### About this exercise
An exact reproduction of the data below is expected, free of images.

--- Supplied records Enclosed Below ---

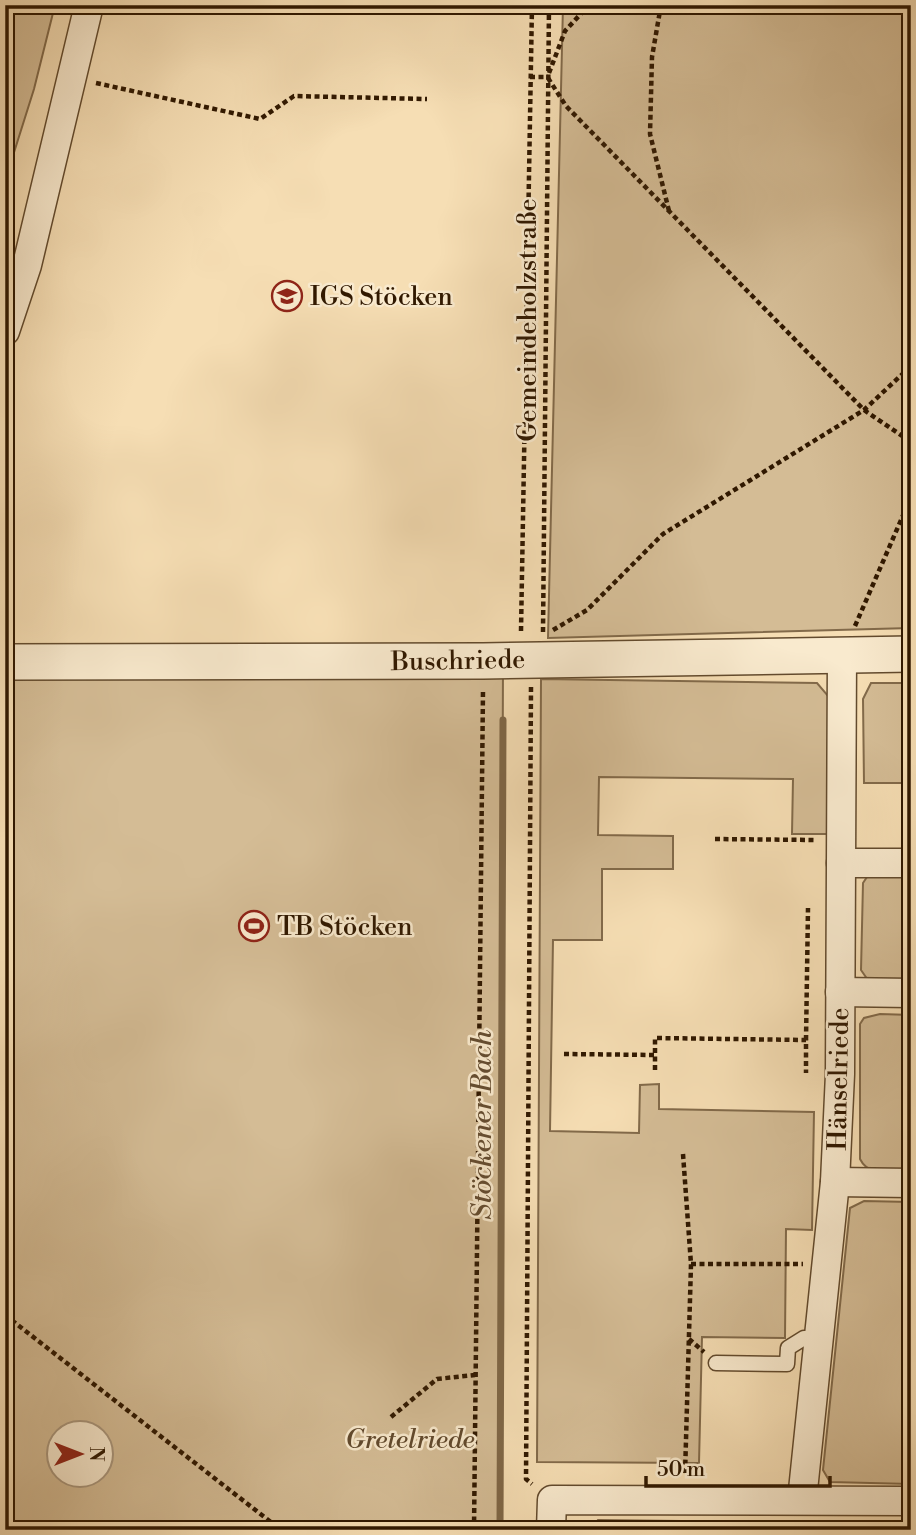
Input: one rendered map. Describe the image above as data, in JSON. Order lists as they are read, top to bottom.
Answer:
{
  "streets": {
    "street": ["Buschriede", "Hänselriede"],
    "path": ["Gemeindeholzstraße"]
  },
  "crossings": [
    ["Buschriede", "Hänselriede"]
  ],
  "water": ["Stöckener Bach"],
  "parks": ["Gretelriede"],
  "places": {
    "school or university": ["IGS Stöcken"],
    "sports": ["TB Stöcken"]
  },
  "scale_bar": "50 m",
  "north": "right"
}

--- End of Enclosed Supplied records ---

### Exercise response
Input: one rendered map. Describe the image above as data, in JSON. Order lists as they are read, top to bottom.
Answer:
{
  "streets": {
    "street": ["Buschriede", "Hänselriede"],
    "path": ["Gemeindeholzstraße"]
  },
  "crossings": [
    ["Buschriede", "Hänselriede"]
  ],
  "water": ["Stöckener Bach"],
  "parks": ["Gretelriede"],
  "places": {
    "school or university": ["IGS Stöcken"],
    "sports": ["TB Stöcken"]
  },
  "scale_bar": "50 m",
  "north": "right"
}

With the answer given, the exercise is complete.